Another GW student said he would take advantage of the free time afforded by Gore’s move.

“I’ll be spending more time on my thesis, and that’s the straight truth,” said senior Aaron Myers, a student who helped with development of the Gore 2000 Web site. Myers said he is not entirely sure what his role will be in the campaign now.

“I might have to read about it in the paper” instead of being there, but the ultimate goal of sending Gore to the White House is more important than his own role, he said.

“I’m very excited for the way the campaign’s moving,” Myers said. “In the last few months I’ve had nothing but fun there.”

Myers said even if he is not directly involved in the Gore campaign, he will continue to support the effort by voting for Gore and encouraging others to do the same.

“I certainly believe he is the best candidate in the race,” he said.

Lee, Tenley and Myers were at campaign headquarters when Gore made the announcement that the campaign will move.

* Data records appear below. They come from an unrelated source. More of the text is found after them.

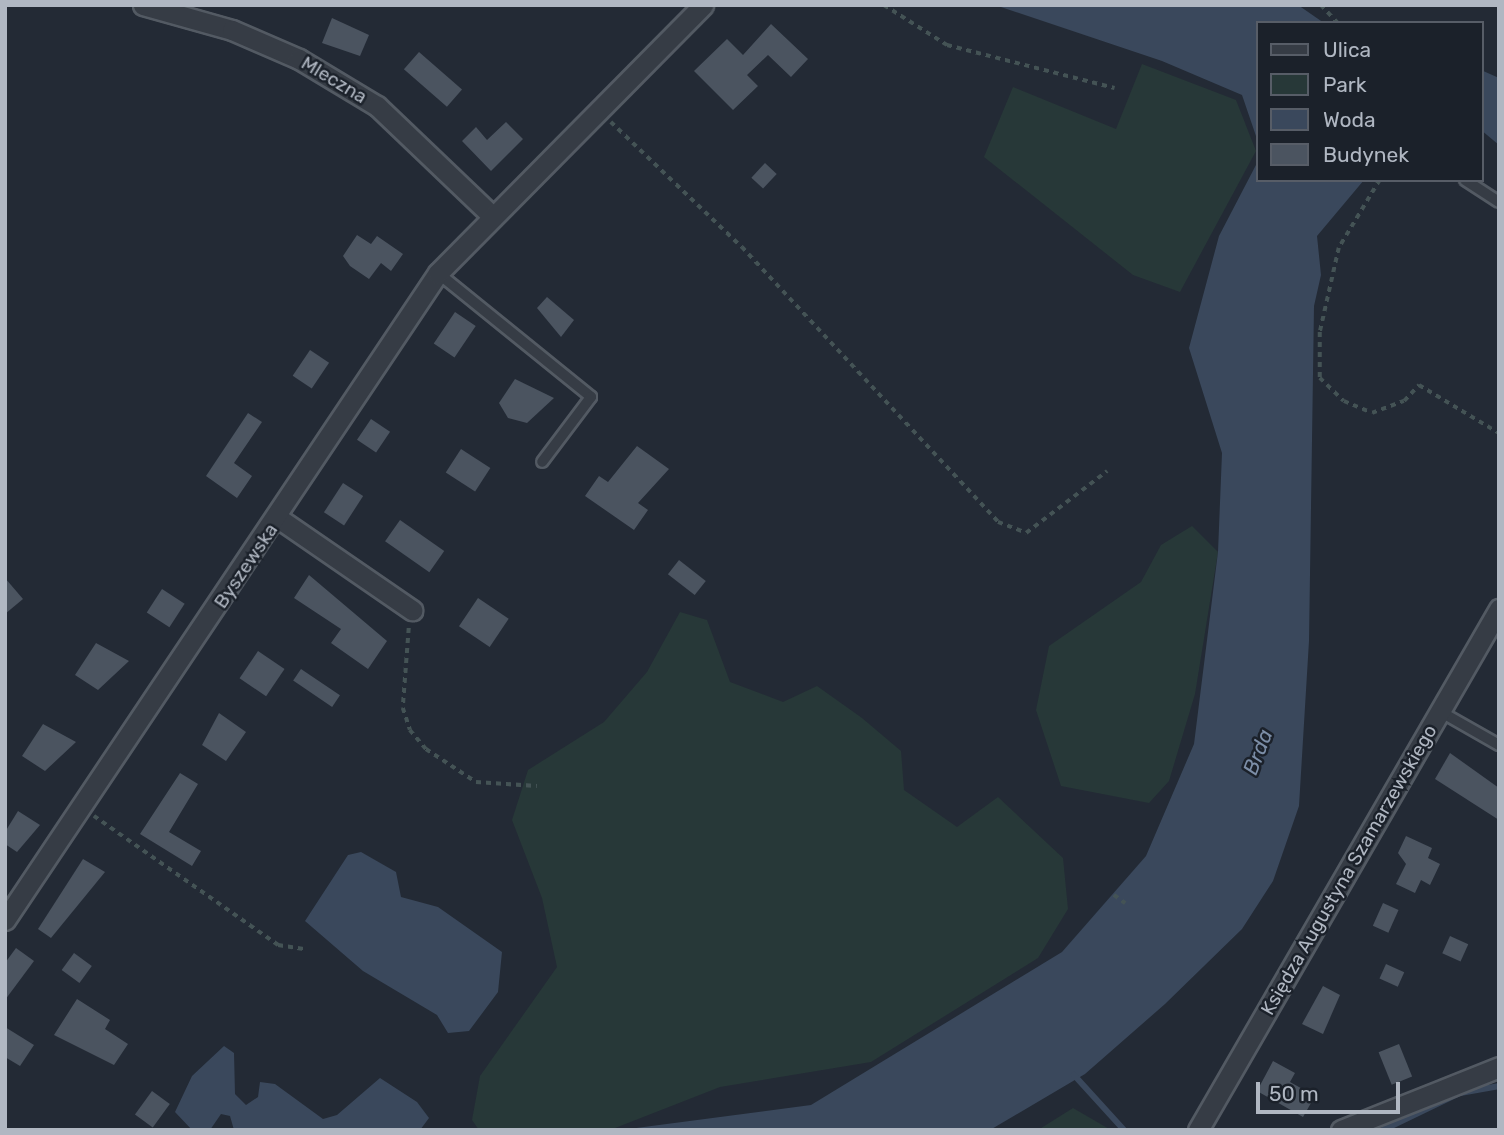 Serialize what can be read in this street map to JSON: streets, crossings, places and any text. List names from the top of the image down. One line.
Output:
{"streets":{"street":["Mleczna","Byszewska","Księdza Augustyna Szamarzewskiego"]},"crossings":[["Mleczna","Byszewska"]],"water":["Brda"],"legend":["Ulica","Park","Woda","Budynek"],"scale_bar":"50 m"} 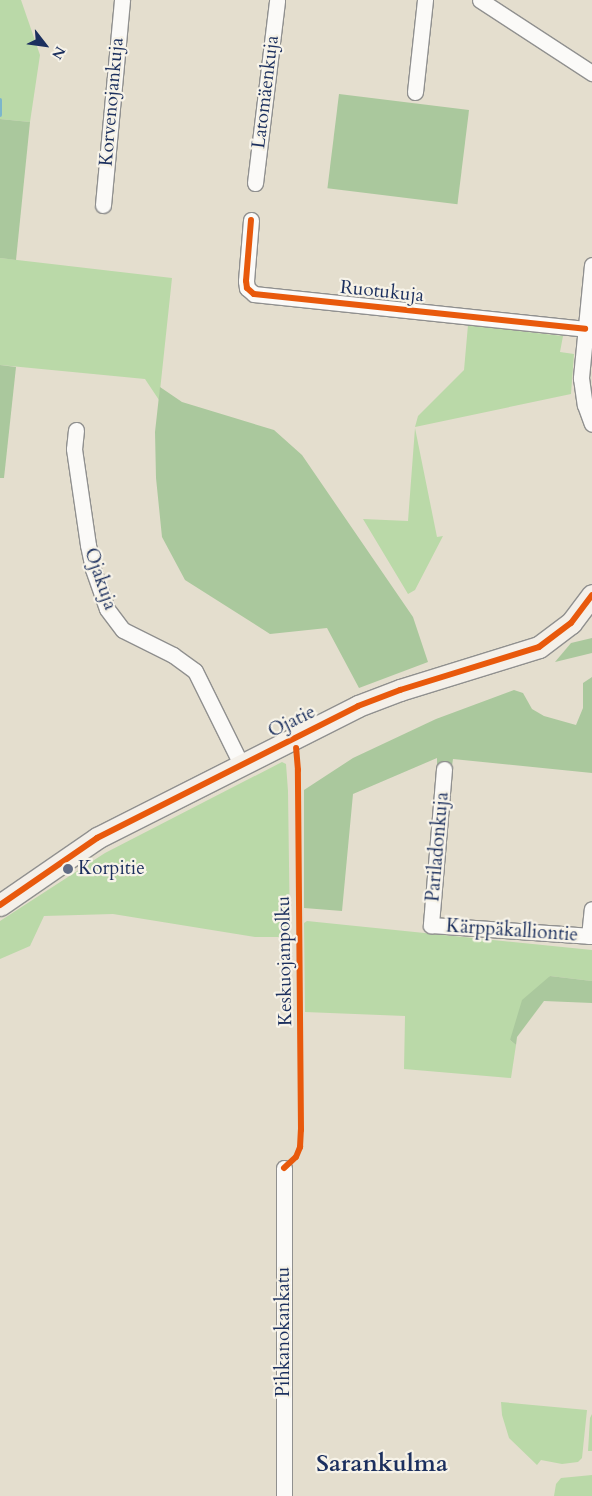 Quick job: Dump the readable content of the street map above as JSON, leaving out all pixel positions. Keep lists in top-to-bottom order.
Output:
{
  "streets": {
    "street": [
      "Latomäenkuja",
      "Korvenojankuja",
      "Ruotukuja",
      "Ojakuja",
      "Ojatie",
      "Pariladonkuja",
      "Kärppäkalliontie",
      "Pihkanokankatu"
    ],
    "cycle path": ["Keskuojanpolku"]
  },
  "crossings": [
    ["Ojakuja", "Ojatie"],
    ["Pariladonkuja", "Kärppäkalliontie"]
  ],
  "districts": ["Sarankulma"],
  "places": ["Korpitie"],
  "north": "bottom right"
}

Tenley and Lee said many campaign workers were shocked at first but are now excited about the move. Lee also said those present during the announcement felt “really special” because it is such an important move, and they were part of it.

“I think it’s a really good move,” Lee said. “People are excited about it in Nashville, and they’re excited about it here.”

She said there has been no news of whether the Gore campaign will continue to have an office in Washington, but “there’s still going to be an opportunity to be involved.”

About half of the daytime volunteers at the Washington campaign headquarters are GW students, said Gore 2000 National Volunteer Coordinator Sue Greenberg, who received a master’s degree from GW. She said about eight interns worked there for the fall semester and said there were probably more during the summer.

“I’m going to miss everybody,” she said of the GW interns and volunteers who worked on the campaign. “We haven’t really had any bad volunteers.”

GW students have worked in all areas of the campaign, Greenberg said.

“They really are everywhere,” she said.

Greenberg is in charge of finding new internships for students from GW and other schools who are working with Gore 2000.

“That’s what I have been doing since I heard (the campaign will move),” she said.

Greenberg said no student who wants to be placed in another internship will be left out. One possible option, which two GW students have taken, is for students to finish their internship semesters at the White House, she said.